By Martin Woollacott (THE GUARDIAN, 21/09/06):

As the Iranian and American presidents offer their rival versions of international reality at the United Nations this week, it is worth recalling that Mahmoud Ahmadinejad is not the first Iranian leader to travel to New York to proclaim his country's right to make its own decisions about energy resources, to denounce imperialism, and to condemn a world order weighted in favour of a handful of powerful nations.In this same month in 1951, Dr Mohammad Mossadeq convinced the UN that British efforts to regain control of the oil industry the Iranian government had just nationalised did not deserve the world body's support. Mossadeq won over the security council, and he won over the United States, which enjoyed the spectacle of this elderly, eccentric and eloquent man challenging the British empire. American reporters affectionately nicknamed him "Old Mossy".

How different is the scene at the UN today, with Bush castigating Iran for political suppression at home, for supporting terrorism abroad, and for pursuing nuclear weapons, while Ahmadinejad portrays the US as the leader of a group of nations which have hijacked international institutions in pursuit of their own narrow interests.

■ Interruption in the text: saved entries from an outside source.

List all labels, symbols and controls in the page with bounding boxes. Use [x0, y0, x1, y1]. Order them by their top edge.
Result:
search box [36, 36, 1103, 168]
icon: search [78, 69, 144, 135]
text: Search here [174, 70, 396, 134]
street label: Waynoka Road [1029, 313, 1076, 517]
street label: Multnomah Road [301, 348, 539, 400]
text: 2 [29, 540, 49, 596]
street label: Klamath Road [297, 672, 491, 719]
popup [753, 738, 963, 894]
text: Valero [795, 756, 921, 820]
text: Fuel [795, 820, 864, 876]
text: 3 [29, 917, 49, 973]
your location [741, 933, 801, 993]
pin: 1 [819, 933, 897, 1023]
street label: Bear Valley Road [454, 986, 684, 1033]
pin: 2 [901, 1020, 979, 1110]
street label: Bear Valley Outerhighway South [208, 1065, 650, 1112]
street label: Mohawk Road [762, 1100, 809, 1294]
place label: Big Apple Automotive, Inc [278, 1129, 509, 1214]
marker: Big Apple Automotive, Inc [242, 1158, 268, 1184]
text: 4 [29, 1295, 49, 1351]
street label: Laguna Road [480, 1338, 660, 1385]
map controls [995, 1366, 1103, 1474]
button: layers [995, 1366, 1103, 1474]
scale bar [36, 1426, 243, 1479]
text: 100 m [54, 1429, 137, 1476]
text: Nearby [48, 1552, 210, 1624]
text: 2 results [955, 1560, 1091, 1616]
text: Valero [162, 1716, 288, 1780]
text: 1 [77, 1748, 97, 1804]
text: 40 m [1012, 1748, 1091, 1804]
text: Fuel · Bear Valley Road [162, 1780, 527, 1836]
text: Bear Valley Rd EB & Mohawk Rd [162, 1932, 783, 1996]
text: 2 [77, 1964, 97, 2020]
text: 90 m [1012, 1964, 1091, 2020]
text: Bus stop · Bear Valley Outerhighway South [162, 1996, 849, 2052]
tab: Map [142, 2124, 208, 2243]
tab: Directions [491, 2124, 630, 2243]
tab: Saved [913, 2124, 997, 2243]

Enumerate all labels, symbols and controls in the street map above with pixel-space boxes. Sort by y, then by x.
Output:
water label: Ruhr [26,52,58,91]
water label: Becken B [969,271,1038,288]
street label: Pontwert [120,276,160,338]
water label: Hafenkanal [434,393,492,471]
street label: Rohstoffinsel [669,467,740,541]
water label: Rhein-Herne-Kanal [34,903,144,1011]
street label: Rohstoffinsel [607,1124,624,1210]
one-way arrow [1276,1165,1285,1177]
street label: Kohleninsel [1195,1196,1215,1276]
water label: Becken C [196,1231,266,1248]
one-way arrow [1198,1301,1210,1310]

Between these two moments on the East River lies a half century in which the US was transformed, in Iranian eyes, from the angel in international affairs that Mossadeq had imagined into the demon scourged by Ayatollah Khomeini and most of his successors.

"Old Mossy" hoped America would help Iran become truly independent. Instead, America joined Britain in removing him from power and ensconcing the Shah as an authoritarian ruler. Most Iranians, including opponents of the regime, think the US has never redeemed itself for that act, or for its later meddling in Iranian affairs. American intervention would reach a malign climax, they say, if the US were to attack Iranian nuclear installations. Just as Iranians believe the US has never made up for the wrong it perpetrated in 1953, so Americans believe the Islamic republic demonstrated, by its seizure of American diplomats in 1979, a deeply unreasonable and probably permanent hostility towards America. The two nations, in other words, bulk pathologically large in each other's vision, and that is the ultimate problem which makes an accommodation between them on nuclear matters, let alone a more general rapprochement, so difficult to achieve.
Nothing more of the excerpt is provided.